(PROVIDED DATA begins)
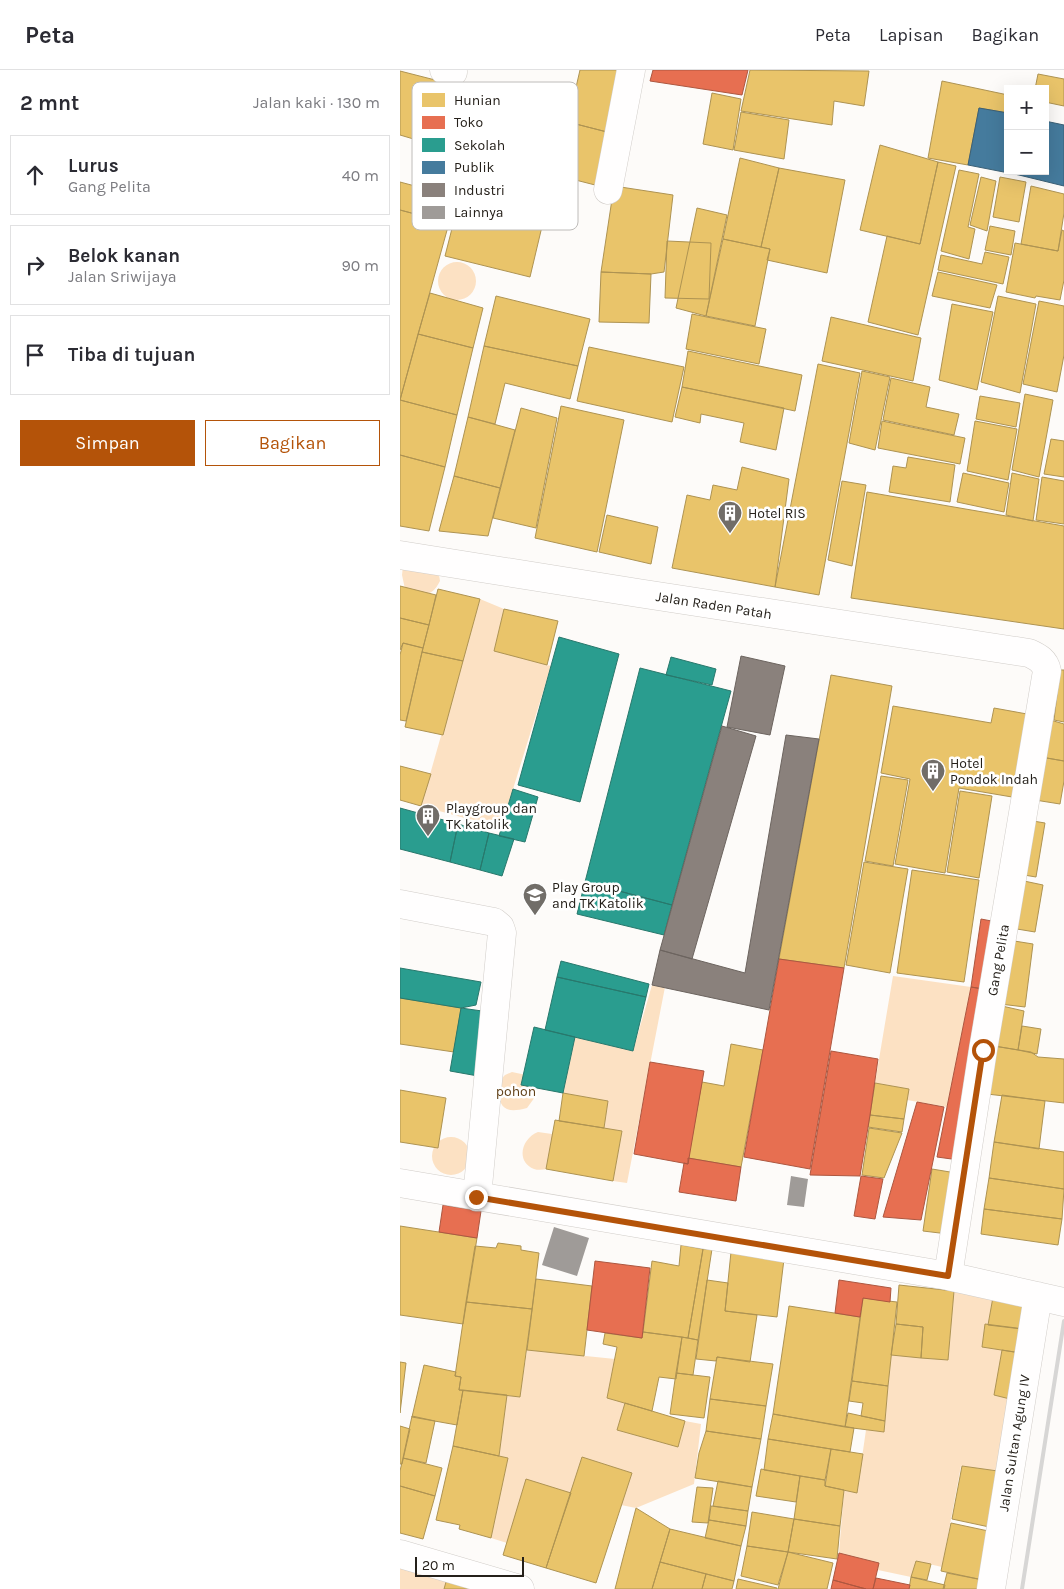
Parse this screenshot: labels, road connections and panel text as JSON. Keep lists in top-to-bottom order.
{
  "streets": {
    "street": ["Jalan Raden Patah", "Gang Pelita", "Jalan Sultan Agung IV"]
  },
  "crossings": [
    ["Jalan Raden Patah", "Gang Pelita"]
  ],
  "parks": ["pohon"],
  "places": {
    "building": ["Hotel RIS", "Hotel Pondok Indah", "Playgroup dan TK katolik"],
    "school or university": ["Play Group and TK Katolik"]
  },
  "legend": [
    "Hunian",
    "Toko",
    "Sekolah",
    "Publik",
    "Industri",
    "Lainnya"
  ],
  "scale_bar": "20 m",
  "page": {
    "header": "Peta",
    "nav": ["Peta", "Lapisan", "Bagikan"],
    "heading": ["2 mnt", "Jalan kaki · 130 m"],
    "map_buttons": ["+", "−"],
    "list": [
      ["Lurus", "Gang Pelita", "40 m"],
      ["Belok kanan", "Jalan Sriwijaya", "90 m"],
      "Tiba di tujuan"
    ],
    "buttons": ["Simpan", "Bagikan"],
    "scale": "20 m"
  }
}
(PROVIDED DATA ends)
Word for word, repeat the data above with the pictures left out.

Parse this screenshot: labels, road connections and panel text as JSON. Keep lists in top-to-bottom order.
{
  "streets": {
    "street": ["Jalan Raden Patah", "Gang Pelita", "Jalan Sultan Agung IV"]
  },
  "crossings": [
    ["Jalan Raden Patah", "Gang Pelita"]
  ],
  "parks": ["pohon"],
  "places": {
    "building": ["Hotel RIS", "Hotel Pondok Indah", "Playgroup dan TK katolik"],
    "school or university": ["Play Group and TK Katolik"]
  },
  "legend": [
    "Hunian",
    "Toko",
    "Sekolah",
    "Publik",
    "Industri",
    "Lainnya"
  ],
  "scale_bar": "20 m",
  "page": {
    "header": "Peta",
    "nav": ["Peta", "Lapisan", "Bagikan"],
    "heading": ["2 mnt", "Jalan kaki · 130 m"],
    "map_buttons": ["+", "−"],
    "list": [
      ["Lurus", "Gang Pelita", "40 m"],
      ["Belok kanan", "Jalan Sriwijaya", "90 m"],
      "Tiba di tujuan"
    ],
    "buttons": ["Simpan", "Bagikan"],
    "scale": "20 m"
  }
}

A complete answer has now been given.